_TASK DIRECTIONS_
Exactly the lines from the start of the data below through the line containing "2px #ada599) drop-shadow(0" must be returned, and no others.

"""

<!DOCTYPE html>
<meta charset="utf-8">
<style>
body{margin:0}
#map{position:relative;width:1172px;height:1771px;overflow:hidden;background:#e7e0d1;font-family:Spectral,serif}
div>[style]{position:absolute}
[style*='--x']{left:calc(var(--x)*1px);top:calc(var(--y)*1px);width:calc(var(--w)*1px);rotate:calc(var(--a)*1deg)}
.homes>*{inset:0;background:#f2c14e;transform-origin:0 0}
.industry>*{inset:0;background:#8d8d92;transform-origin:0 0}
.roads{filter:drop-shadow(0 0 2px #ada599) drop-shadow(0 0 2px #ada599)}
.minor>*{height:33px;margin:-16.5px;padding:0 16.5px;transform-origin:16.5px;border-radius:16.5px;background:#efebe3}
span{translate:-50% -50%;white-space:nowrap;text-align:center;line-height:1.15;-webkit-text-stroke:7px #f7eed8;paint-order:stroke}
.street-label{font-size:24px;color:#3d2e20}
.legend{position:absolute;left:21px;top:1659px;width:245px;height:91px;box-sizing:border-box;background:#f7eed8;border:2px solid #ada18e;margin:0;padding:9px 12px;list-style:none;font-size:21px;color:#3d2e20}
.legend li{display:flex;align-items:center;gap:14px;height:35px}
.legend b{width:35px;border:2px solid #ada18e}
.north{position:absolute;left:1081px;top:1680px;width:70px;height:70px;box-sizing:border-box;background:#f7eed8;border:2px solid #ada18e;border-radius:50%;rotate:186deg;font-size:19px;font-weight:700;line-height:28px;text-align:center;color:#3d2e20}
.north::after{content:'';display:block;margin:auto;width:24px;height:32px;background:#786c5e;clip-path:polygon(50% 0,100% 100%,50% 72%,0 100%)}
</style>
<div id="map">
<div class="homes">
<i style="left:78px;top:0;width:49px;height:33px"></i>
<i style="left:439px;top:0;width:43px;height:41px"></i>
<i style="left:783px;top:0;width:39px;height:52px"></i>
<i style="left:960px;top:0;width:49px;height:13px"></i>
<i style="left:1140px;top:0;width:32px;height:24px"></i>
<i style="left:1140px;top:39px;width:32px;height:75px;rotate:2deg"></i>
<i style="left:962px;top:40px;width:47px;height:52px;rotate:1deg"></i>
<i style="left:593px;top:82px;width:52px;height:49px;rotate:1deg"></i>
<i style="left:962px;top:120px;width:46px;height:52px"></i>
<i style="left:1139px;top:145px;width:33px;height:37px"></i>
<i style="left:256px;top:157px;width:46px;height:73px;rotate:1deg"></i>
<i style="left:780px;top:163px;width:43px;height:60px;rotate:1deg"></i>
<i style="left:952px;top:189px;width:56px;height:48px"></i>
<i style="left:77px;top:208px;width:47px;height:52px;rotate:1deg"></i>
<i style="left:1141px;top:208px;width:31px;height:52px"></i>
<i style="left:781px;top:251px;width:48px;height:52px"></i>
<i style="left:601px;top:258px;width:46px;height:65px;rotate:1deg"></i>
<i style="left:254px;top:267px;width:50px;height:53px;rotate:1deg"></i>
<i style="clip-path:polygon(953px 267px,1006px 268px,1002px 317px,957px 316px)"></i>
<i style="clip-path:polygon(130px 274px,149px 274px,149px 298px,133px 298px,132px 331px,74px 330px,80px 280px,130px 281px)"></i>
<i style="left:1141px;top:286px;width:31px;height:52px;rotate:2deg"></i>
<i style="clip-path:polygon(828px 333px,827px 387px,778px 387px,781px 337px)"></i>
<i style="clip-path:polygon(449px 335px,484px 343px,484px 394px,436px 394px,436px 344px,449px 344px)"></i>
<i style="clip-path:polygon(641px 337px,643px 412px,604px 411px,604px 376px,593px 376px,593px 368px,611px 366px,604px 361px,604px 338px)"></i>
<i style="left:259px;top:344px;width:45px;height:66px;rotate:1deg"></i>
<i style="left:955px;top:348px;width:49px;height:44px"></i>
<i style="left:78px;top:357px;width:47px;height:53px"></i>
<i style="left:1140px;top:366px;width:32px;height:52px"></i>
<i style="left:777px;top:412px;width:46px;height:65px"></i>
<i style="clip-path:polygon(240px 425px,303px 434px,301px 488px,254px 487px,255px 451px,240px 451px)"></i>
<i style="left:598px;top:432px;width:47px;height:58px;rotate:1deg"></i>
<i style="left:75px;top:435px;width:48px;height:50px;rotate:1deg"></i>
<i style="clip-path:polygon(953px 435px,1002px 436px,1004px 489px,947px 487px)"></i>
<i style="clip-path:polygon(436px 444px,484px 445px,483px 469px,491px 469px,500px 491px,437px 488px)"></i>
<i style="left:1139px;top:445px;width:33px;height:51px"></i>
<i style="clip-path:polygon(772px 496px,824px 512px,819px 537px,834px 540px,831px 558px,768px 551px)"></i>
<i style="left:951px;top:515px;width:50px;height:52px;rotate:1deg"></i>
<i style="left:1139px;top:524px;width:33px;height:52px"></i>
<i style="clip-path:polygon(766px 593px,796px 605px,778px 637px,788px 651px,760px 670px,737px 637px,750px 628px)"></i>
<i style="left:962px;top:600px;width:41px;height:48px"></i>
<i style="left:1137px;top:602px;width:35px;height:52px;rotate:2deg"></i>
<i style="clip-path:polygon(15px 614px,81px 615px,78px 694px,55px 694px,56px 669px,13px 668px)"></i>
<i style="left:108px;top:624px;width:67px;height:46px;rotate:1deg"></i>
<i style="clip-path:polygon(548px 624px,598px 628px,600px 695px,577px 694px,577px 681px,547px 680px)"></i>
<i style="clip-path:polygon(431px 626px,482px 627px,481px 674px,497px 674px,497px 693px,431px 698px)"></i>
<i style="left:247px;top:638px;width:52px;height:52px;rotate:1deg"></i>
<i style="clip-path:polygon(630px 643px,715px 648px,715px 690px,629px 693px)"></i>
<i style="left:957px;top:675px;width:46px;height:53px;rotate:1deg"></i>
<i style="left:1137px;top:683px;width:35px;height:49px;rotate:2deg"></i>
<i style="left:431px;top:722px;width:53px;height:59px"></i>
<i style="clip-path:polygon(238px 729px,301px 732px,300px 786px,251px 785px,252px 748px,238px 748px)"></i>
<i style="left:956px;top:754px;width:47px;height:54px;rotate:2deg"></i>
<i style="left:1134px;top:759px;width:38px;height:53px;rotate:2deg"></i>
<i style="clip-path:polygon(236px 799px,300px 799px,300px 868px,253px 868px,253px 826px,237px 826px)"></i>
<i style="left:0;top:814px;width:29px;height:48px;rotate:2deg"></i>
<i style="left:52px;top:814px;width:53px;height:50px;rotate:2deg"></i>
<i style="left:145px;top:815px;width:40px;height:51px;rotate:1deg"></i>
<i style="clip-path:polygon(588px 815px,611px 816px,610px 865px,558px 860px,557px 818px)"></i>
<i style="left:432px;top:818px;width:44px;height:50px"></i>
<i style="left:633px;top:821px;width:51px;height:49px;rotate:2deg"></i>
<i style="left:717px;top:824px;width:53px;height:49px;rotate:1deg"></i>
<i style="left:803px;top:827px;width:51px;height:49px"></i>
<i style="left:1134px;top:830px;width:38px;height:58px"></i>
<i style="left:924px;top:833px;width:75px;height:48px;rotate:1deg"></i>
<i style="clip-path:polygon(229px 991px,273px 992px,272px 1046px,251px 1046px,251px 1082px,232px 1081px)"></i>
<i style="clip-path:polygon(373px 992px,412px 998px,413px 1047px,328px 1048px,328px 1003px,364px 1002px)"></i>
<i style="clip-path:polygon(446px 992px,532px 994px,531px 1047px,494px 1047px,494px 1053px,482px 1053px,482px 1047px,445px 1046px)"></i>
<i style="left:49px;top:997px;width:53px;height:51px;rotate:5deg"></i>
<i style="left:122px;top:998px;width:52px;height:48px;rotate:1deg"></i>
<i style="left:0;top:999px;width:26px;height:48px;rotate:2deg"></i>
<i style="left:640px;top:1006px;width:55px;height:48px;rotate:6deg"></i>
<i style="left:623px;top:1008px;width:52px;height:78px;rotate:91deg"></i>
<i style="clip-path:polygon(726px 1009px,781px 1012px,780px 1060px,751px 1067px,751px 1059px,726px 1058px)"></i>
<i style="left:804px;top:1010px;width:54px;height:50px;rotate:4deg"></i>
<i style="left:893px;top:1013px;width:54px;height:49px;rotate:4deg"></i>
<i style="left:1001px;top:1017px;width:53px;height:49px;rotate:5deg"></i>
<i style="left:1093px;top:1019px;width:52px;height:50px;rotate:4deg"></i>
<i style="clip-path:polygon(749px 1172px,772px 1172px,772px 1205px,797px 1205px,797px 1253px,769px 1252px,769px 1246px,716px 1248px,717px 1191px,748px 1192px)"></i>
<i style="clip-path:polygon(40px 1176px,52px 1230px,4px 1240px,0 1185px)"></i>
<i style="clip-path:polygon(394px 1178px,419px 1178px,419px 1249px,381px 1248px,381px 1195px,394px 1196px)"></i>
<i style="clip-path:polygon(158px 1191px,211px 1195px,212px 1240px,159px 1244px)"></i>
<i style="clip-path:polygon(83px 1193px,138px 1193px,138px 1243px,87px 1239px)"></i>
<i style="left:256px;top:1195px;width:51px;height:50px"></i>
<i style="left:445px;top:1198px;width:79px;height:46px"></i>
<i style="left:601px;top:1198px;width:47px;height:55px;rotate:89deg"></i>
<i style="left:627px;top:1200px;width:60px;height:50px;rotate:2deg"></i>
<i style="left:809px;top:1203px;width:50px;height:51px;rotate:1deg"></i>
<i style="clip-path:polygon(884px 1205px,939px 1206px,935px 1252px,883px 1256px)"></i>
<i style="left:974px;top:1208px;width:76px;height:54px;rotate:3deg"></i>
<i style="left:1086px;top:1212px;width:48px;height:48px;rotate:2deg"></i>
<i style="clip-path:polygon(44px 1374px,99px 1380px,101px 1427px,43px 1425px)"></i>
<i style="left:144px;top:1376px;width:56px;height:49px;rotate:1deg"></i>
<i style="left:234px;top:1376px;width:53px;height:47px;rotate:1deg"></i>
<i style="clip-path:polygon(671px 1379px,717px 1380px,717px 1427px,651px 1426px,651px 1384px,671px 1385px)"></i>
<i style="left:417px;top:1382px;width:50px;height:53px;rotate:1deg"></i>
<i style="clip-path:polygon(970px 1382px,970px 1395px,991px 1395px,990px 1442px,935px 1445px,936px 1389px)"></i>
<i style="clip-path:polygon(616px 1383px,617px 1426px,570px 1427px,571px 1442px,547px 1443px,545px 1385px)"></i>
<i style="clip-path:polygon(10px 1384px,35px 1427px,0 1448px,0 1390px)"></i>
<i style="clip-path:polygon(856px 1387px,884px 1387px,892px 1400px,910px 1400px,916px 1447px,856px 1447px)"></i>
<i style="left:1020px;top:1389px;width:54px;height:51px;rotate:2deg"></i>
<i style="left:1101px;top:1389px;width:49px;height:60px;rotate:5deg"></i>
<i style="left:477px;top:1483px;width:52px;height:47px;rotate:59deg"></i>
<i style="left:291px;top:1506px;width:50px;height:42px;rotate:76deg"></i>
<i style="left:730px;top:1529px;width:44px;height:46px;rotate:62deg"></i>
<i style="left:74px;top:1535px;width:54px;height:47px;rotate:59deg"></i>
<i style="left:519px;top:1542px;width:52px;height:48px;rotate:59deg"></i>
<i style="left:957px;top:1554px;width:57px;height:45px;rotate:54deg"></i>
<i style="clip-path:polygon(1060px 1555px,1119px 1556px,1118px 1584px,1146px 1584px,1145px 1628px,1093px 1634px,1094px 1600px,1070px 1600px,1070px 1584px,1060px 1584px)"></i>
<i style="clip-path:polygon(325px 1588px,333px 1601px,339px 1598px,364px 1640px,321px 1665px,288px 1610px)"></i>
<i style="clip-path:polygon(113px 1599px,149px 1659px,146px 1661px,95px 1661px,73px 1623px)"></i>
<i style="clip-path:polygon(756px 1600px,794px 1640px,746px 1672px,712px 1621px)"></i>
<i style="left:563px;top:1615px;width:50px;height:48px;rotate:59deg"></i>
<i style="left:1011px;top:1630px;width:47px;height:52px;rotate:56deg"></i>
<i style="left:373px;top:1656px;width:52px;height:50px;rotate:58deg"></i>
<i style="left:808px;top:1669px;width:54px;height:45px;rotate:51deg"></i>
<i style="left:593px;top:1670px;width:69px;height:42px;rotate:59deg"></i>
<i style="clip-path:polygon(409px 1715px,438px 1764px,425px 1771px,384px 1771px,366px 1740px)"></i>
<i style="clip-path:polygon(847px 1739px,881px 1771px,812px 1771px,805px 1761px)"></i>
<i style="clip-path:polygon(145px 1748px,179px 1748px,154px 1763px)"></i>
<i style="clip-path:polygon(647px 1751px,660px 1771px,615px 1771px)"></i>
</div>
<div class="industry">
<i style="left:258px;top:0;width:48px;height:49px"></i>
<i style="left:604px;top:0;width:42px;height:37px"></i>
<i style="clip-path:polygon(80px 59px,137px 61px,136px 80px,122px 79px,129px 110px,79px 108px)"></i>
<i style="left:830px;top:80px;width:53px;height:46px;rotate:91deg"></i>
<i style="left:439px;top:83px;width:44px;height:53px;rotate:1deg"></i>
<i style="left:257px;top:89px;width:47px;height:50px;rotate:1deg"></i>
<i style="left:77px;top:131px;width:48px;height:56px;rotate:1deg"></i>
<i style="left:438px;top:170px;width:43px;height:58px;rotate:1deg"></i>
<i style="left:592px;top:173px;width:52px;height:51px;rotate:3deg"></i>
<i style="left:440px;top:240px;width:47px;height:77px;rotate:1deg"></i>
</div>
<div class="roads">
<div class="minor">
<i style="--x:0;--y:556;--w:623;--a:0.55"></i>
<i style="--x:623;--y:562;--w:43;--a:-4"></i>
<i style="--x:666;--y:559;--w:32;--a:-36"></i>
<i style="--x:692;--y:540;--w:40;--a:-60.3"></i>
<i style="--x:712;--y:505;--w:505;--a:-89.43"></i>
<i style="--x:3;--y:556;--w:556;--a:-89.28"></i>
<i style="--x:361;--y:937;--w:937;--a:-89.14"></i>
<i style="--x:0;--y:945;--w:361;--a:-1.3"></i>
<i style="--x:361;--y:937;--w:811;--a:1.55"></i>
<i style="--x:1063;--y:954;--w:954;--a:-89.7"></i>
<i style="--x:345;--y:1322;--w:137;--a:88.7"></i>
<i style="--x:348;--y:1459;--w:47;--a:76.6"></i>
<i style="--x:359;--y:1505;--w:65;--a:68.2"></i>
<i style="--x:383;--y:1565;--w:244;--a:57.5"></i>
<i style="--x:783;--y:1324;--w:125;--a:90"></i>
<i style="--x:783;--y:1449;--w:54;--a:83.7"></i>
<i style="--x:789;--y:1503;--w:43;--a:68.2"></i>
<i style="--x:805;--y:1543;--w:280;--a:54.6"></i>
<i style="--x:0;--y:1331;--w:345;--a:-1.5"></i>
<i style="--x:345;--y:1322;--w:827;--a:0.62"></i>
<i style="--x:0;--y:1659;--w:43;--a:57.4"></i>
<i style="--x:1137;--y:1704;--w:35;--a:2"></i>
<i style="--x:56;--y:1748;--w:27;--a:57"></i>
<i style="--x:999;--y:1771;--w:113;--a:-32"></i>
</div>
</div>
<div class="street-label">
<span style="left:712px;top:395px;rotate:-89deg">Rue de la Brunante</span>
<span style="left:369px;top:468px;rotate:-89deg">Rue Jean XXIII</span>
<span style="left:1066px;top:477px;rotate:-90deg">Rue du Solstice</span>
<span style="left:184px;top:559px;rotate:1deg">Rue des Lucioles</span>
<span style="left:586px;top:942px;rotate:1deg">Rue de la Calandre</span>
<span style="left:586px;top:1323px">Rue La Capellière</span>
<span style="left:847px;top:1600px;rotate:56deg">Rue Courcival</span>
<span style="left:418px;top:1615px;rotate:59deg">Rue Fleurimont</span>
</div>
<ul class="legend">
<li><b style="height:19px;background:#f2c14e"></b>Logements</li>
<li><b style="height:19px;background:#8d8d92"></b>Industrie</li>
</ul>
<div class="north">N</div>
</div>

"""

_OUTPUT FOR THIS EXERCISE_
<!DOCTYPE html>
<meta charset="utf-8">
<style>
body{margin:0}
#map{position:relative;width:1172px;height:1771px;overflow:hidden;background:#e7e0d1;font-family:Spectral,serif}
div>[style]{position:absolute}
[style*='--x']{left:calc(var(--x)*1px);top:calc(var(--y)*1px);width:calc(var(--w)*1px);rotate:calc(var(--a)*1deg)}
.homes>*{inset:0;background:#f2c14e;transform-origin:0 0}
.industry>*{inset:0;background:#8d8d92;transform-origin:0 0}
.roads{filter:drop-shadow(0 0 2px #ada599) drop-shadow(0 0 2px #ada599)}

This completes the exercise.